Records from a data source:
────

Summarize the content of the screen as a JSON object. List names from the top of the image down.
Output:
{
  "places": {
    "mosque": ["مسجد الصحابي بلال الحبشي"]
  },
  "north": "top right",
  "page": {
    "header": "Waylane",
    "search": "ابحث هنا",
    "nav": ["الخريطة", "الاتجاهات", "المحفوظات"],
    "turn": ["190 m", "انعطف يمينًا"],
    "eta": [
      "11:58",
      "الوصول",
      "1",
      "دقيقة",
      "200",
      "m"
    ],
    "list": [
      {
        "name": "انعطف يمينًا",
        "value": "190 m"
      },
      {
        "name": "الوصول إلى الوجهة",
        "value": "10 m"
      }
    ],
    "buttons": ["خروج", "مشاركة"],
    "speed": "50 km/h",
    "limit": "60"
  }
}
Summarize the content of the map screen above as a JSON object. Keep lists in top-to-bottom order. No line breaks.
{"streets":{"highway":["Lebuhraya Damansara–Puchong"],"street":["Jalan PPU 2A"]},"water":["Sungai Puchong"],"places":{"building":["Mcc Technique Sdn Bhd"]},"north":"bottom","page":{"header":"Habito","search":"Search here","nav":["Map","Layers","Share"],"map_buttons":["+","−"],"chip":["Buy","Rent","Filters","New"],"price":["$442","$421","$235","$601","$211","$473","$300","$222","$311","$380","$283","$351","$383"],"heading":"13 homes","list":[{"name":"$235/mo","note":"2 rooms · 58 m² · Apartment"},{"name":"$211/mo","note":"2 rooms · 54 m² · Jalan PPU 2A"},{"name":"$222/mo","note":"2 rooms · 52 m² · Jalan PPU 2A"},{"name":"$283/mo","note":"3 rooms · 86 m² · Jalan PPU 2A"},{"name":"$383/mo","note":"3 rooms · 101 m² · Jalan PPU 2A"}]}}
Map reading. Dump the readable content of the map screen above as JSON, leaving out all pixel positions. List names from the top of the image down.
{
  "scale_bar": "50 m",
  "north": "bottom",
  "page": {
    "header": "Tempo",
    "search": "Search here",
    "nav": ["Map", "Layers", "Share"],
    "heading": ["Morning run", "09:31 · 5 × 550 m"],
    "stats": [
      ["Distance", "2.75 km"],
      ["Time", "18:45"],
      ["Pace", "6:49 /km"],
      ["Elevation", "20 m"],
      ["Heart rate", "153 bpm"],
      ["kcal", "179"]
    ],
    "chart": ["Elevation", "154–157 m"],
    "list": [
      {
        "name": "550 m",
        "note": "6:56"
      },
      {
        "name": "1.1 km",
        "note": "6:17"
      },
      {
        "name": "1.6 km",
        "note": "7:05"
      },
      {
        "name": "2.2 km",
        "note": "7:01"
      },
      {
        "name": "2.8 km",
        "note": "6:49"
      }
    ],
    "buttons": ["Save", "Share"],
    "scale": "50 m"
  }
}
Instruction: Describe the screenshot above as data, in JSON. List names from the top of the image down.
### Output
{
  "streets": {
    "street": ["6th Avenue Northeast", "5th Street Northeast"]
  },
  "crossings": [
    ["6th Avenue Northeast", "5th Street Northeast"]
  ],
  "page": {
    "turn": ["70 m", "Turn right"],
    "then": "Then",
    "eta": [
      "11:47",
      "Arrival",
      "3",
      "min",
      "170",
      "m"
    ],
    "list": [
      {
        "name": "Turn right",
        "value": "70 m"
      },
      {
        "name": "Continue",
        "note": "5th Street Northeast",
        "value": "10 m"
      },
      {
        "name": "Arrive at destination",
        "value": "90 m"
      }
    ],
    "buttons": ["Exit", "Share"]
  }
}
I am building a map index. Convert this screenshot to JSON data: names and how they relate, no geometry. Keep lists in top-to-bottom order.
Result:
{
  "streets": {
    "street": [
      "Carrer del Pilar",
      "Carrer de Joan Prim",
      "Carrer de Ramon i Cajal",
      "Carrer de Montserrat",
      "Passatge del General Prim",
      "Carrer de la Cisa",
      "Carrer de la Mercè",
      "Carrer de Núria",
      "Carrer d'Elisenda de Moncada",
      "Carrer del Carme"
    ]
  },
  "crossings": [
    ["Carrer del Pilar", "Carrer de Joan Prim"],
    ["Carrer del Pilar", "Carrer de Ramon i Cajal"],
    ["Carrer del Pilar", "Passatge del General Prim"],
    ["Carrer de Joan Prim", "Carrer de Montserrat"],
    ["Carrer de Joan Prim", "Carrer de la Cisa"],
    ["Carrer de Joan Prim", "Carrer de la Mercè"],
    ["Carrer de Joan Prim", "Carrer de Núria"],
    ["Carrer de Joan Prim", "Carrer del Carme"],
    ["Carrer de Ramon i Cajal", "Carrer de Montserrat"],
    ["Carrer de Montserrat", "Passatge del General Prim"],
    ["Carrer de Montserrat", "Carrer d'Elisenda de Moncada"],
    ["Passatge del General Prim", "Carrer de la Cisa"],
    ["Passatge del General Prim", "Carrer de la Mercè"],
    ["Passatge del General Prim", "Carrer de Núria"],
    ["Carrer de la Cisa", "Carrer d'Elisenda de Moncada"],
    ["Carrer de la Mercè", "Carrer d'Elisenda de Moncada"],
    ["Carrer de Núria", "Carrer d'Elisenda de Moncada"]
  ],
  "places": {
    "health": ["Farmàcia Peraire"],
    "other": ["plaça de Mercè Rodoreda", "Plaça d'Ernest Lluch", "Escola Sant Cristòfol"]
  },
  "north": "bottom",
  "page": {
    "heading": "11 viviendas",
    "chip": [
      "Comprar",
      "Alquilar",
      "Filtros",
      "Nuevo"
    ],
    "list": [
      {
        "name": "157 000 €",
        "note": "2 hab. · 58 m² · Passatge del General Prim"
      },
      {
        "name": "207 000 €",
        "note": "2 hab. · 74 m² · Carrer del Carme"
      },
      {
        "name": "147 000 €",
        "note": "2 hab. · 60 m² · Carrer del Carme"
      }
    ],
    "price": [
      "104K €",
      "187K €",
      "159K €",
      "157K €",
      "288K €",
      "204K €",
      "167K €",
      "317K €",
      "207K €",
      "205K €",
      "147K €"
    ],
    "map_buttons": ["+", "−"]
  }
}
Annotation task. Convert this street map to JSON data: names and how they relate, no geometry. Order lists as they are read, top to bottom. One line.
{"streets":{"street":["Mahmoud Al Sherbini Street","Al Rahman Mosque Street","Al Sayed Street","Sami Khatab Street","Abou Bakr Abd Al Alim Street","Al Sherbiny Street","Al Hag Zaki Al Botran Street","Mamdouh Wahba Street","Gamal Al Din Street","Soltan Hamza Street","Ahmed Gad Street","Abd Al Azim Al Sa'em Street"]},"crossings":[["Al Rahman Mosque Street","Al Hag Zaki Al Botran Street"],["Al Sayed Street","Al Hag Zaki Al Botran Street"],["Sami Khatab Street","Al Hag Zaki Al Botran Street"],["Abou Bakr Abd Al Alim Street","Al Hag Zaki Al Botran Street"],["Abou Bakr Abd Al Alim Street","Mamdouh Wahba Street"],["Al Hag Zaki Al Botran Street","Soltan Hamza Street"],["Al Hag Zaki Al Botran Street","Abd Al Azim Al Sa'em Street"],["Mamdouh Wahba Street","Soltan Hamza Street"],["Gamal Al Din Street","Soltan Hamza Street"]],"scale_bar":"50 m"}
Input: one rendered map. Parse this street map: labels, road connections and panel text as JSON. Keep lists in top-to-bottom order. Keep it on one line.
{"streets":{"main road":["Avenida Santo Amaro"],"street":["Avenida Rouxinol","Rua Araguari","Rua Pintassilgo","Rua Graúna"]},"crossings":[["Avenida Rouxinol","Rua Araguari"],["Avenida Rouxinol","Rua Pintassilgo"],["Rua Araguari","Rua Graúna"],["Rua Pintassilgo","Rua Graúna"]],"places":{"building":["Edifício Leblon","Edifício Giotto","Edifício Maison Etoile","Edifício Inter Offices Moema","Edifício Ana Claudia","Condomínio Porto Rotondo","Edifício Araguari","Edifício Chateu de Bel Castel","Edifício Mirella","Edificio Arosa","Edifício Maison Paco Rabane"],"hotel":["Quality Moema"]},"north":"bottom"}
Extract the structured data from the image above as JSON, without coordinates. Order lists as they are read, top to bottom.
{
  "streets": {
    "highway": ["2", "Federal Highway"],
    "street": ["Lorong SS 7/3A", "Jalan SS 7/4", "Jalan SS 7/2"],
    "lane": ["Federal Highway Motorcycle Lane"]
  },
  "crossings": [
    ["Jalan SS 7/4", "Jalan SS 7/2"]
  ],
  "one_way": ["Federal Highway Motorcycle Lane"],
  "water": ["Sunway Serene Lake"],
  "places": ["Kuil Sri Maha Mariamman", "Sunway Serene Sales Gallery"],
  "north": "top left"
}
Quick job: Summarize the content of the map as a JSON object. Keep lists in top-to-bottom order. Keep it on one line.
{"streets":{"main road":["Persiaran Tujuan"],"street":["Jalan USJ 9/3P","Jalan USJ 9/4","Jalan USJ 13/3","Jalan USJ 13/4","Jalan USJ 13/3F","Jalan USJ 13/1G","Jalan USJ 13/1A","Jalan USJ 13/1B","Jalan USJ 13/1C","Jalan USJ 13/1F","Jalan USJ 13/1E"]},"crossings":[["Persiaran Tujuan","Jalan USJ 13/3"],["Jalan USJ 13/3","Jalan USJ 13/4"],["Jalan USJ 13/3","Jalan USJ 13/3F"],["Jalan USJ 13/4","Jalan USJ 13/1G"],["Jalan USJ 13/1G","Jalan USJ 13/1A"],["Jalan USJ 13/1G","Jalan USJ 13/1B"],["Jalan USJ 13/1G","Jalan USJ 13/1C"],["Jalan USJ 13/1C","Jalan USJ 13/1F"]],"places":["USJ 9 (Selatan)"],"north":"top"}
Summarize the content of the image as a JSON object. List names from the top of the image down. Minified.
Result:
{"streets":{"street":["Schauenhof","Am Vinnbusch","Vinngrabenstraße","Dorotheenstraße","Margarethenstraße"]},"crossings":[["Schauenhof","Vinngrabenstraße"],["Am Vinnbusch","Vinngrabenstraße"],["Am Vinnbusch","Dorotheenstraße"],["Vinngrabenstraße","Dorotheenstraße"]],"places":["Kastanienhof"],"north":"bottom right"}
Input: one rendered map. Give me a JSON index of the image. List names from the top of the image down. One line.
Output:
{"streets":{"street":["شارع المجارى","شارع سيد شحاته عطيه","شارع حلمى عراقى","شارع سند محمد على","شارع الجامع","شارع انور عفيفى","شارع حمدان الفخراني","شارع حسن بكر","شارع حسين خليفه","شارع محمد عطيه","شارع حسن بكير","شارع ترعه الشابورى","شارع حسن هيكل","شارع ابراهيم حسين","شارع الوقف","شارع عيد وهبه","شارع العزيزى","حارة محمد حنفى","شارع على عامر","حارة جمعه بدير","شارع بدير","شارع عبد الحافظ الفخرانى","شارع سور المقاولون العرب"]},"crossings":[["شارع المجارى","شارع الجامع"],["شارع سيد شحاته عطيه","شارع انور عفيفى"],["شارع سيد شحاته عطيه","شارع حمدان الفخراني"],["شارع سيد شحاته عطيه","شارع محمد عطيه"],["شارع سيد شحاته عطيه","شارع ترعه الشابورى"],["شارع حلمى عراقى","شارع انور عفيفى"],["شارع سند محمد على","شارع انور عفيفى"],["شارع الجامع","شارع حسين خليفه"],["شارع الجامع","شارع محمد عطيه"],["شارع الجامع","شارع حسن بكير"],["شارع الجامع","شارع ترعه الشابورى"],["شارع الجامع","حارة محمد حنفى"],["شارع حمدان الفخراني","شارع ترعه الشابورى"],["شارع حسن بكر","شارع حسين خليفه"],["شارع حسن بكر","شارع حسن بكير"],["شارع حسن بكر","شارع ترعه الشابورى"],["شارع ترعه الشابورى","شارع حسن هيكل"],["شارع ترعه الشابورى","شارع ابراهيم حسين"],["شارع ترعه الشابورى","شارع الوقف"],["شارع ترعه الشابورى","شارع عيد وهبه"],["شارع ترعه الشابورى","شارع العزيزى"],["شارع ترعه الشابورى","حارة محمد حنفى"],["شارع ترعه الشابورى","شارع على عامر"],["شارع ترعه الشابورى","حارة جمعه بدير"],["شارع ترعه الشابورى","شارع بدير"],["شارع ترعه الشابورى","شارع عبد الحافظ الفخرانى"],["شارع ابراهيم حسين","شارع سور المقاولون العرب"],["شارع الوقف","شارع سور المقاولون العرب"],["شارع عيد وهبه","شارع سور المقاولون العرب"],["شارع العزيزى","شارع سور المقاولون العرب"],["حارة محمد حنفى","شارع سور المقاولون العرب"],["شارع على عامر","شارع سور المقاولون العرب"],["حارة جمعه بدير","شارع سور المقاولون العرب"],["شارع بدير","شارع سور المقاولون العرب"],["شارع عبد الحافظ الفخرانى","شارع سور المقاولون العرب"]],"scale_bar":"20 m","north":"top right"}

────

• **Exercise aim**
Among the lines above, return those that hold the word "heading".

• **Answer below**
{"streets":{"highway":["Lebuhraya Damansara–Puchong"],"street":["Jalan PPU 2A"]},"water":["Sungai Puchong"],"places":{"building":["Mcc Technique Sdn Bhd"]},"north":"bottom","page":{"header":"Habito","search":"Search here","nav":["Map","Layers","Share"],"map_buttons":["+","−"],"chip":["Buy","Rent","Filters","New"],"price":["$442","$421","$235","$601","$211","$473","$300","$222","$311","$380","$283","$351","$383"],"heading":"13 homes","list":[{"name":"$235/mo","note":"2 rooms · 58 m² · Apartment"},{"name":"$211/mo","note":"2 rooms · 54 m² · Jalan PPU 2A"},{"name":"$222/mo","note":"2 rooms · 52 m² · Jalan PPU 2A"},{"name":"$283/mo","note":"3 rooms · 86 m² · Jalan PPU 2A"},{"name":"$383/mo","note":"3 rooms · 101 m² · Jalan PPU 2A"}]}}
    "heading": ["Morning run", "09:31 · 5 × 550 m"],
    "heading": "11 viviendas",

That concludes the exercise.